I just had to come up with an original idea first, something that reflected my personal interests and thoughts, my own aesthetic. Examining my interests and such expertise as I can claim have been the paths to originality. I’ve developed some ideas that should in due course fulfill their potential to be income producing.
I don’t expect to become a multimillionaire from writing. I’m not writing the right kind of material for that. But I’d like to make a contribution to our family coffers.
Unlike in the past where I would engage in a lot of talk and wishful dreaming, I have created timelines for completing certain tasks and moving these projects forward.
They are fluid to a degree – I notice a tendency in myself to set overly ambitious goals with insufficient time allowed for the other necessary tasks of living and parenting – but they are written down and accessible.
Tenacity is essential in the pursuit of dreams. Coming up with an invention in the endless playroom of the imagination is fun for a time, but eventually you must build a test of concept device if you want to see your invention in the real world. All the ideas in the world are useless if they are unexpressed.
In my life I have attracted dreamers and schemers, people with outlandish ideas and plans, people whose ideas sound grand but are rarely realized or discovered, like my early book ideas, too late.
I’ve been one of these myself. Our closets are full of aborted constructions and the leftover materials of failed dreams. Some of these have been fodder for new ideas, like the lavender sachets that I remade into purses to much greater success.
We read so much about the entrepreneurial spirit being the way of the future, prosperity being connected to service industries, solution creators, the marketing of knowledge and ideas. It all sounds like a positive spin on dreaming.
But dreams are not goals. Goals may spring sprightly or grow ponderously from dreams, but they are not the same thing as the dream. The paths, the stepping stones on the path, the direction of the path – these require more than wishing and desire.
These require construction, making a map, pouring concrete, defining boundaries, spotting signposts, a consciousness of detours and debate over the value of such. There has to be action.
Years ago I wrote down my five and ten year plans. Looking back – an essential component to realistic goal setting – I can clearly see those goals I reached, the majority, and those that are still simmering. I can see how my idealistic visions did not take into account the preferences or needs of the family I so earnestly wanted as part of my big life plan. Having a child does change everything.
The great thing about life plans is that they can be reformed as they develop – and how much simpler it is to change something that is several years in the future than a serious plan for tomorrow.
However from this place of distress and failure, I can also assess where I did not meet my goals and aspirations. By failing to maintain even a modicum my attention on these goals they just faded away. It’s not just that these particular projects were shunted to the back burner. They were truly forgotten and switched off.

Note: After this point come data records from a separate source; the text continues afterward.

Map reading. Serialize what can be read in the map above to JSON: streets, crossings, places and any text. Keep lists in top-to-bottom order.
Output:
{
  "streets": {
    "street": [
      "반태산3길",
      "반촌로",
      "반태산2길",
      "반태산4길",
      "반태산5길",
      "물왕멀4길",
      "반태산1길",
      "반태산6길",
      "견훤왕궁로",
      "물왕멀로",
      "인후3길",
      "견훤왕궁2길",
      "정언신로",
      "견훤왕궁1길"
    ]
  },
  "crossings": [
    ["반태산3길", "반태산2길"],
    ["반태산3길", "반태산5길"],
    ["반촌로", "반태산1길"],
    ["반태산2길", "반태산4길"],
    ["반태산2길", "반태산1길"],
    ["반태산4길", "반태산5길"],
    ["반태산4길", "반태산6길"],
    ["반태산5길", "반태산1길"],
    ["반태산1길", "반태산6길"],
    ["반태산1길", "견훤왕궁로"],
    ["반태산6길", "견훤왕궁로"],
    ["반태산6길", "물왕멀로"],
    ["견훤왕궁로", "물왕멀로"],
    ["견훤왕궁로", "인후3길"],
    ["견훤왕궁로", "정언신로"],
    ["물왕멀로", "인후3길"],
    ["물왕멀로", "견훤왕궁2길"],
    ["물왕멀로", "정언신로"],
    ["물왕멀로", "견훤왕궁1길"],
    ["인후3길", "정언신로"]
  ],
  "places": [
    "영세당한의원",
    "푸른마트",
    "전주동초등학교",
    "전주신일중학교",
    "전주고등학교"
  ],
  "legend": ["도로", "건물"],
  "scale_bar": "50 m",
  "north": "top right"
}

There is a connection between my poor financial situation now and the unintentional discarding of these goals.
I can see where and how the community and network and family that I attracted and gathered around me were positive energizing influences. I can see also where some of these same spirits and individuals have increased my complacency and fed into the worst of my character – that part of me that is lazy, afraid, a procrastinator and able to justify anything, the part of me that fails to inspire, uplift, encourage and exalt others.
I have written down my professional goals for this year. I have published these goals on my public blog for anyone who cares to see. I have communicated the posting of these goals on my Facebook page, so that even more people may choose to peruse them. I made sure that they were realistic, achievable while still ambitious. I’m still developing my action plans and timelines, but some of that is already out in public.
As I said in my blog post, I’ll look darn silly if I reneg now.
More soon.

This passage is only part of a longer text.